Home > posts > Stiffed: Middle Class Carrying Increasing Share of U.S. Healthcare Burden
August 29th, 2016 2:06 pm
Stiffed: Middle Class Carrying Increasing Share of U.S. Healthcare Burden
Posted by Print

Barack Obama’s solemn assurances regarding ObamaCare, including “If you like your  doctor, you can keep your doctor,” have been exposed as fraudulent.  That’s a main reason why his main “legacy” has remained terribly unpopular since its inception.

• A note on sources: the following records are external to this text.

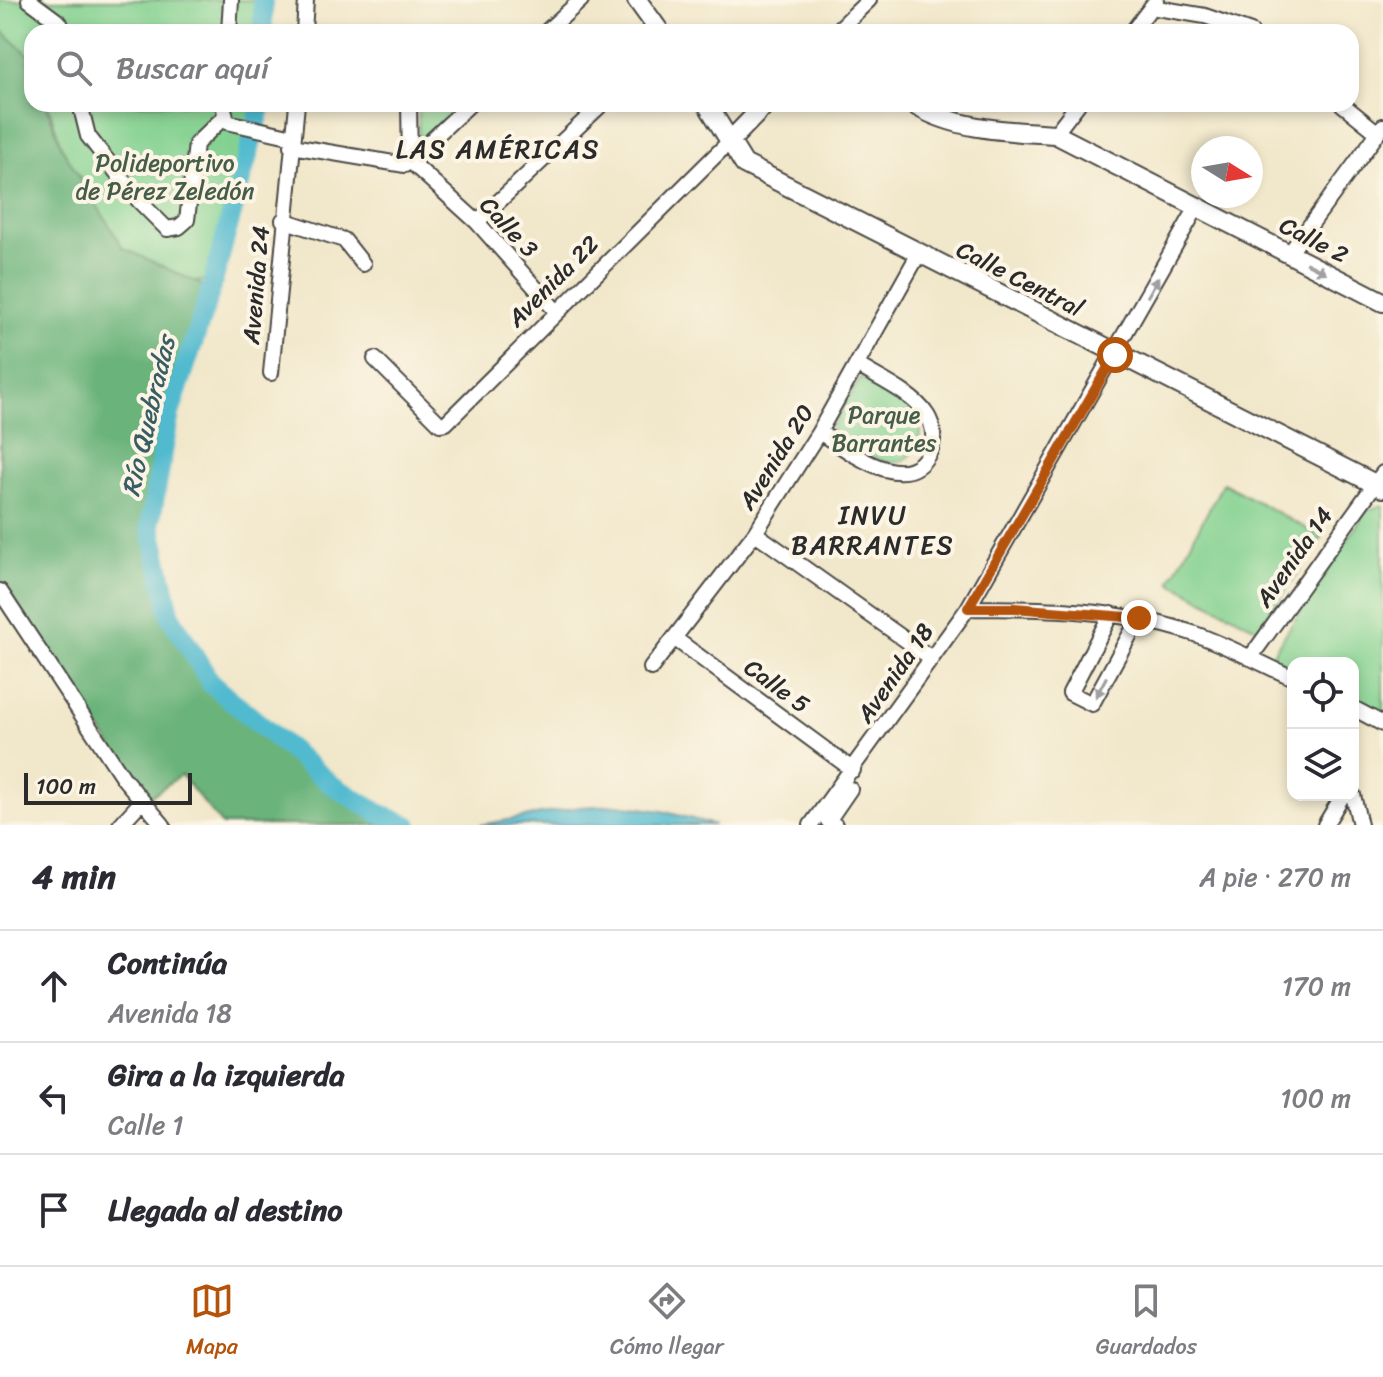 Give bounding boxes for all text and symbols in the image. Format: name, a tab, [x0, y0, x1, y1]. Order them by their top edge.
search box	[24, 24, 1359, 112]
text: Buscar aquí	[116, 41, 269, 95]
icon: search	[52, 46, 96, 90]
district label: LAS AMÉRICAS	[396, 126, 600, 172]
north arrow	[1191, 136, 1263, 208]
park label: Polideportivo de Pérez Zeledón	[75, 142, 255, 212]
street label: Calle 3	[469, 186, 549, 268]
street label: Calle 2	[1272, 205, 1356, 275]
street label: Avenida 24	[230, 224, 282, 347]
street label: Avenida 22	[496, 225, 609, 338]
street label: Calle Central	[949, 229, 1092, 330]
one-way arrow	[1305, 261, 1328, 275]
one-way arrow	[1146, 275, 1160, 298]
water label: Río Quebradas	[107, 328, 189, 501]
route start	[1097, 337, 1133, 373]
park label: Parque Barrantes	[831, 394, 937, 464]
street label: Avenida 20	[726, 396, 825, 519]
district label: INVU BARRANTES	[791, 492, 955, 568]
street label: Avenida 14	[1243, 498, 1344, 617]
route end	[1121, 600, 1157, 636]
street label: Avenida 18	[844, 614, 945, 733]
street label: Calle 5	[735, 647, 819, 725]
map controls	[1287, 657, 1359, 801]
button: locate	[1287, 657, 1359, 729]
one-way arrow	[1095, 676, 1109, 698]
button: layers	[1287, 729, 1359, 801]
text: 100 m	[36, 767, 96, 806]
scale bar	[24, 769, 192, 805]
text: 4 min	[32, 847, 116, 907]
text: A pie · 270 m	[1199, 854, 1351, 900]
text: Continúa	[108, 936, 227, 990]
text: 170 m	[1282, 963, 1351, 1009]
icon: ahead	[32, 964, 76, 1008]
text: Avenida 18	[108, 990, 232, 1036]
text: Gira a la izquierda	[108, 1048, 345, 1102]
text: 100 m	[1280, 1075, 1351, 1121]
icon: left	[32, 1076, 76, 1120]
text: Calle 1	[108, 1102, 183, 1148]
text: Llegada al destino	[108, 1183, 342, 1237]
icon: arrive	[32, 1188, 76, 1232]
tab: Mapa	[186, 1279, 238, 1366]
tab: Cómo llegar	[610, 1279, 724, 1366]
tab: Guardados	[1096, 1279, 1197, 1366]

Now, another alarming factor has been added to the miserable litany:  Middle-class Americans have had the cost of it all increasingly heaped upon them.  Since 2000, U.S. healthcare spending has jumped from 13.3% of our economy to 18.2% this year.  The news gets worse for the middle class:

The government has taken on a larger share in recent years as more people age into Medicare, and the Affordable Care Act [ObamaCare] expanded Medicaid and provided subsidies for low-income people buying insurance on state exchanges.  Middle-class households are finding more of their health-care costs are coming out of their own pockets.  David Cutler, a Harvard health-care economist, said this may be ‘a story of three Americas.’  One group, the rich, can afford health care easily.  The poor can access public assistance.  But for lower middle- to middle-income Americans, ‘the income struggles and the health-care struggles together are a really potent issue,’ he said.”  (emphasis added)

Overall, middle-income Americans’ healthcare spending is 25% higher than what it was in 2007.  That means far less income to spend on other discretionary items, whether eating out, vacationing, clothing, automobiles, etc., and provides another clue as to what has made Obama’s tenure the worst stretch of economic growth in recorded U.S. history.

Heckuva job, Barack.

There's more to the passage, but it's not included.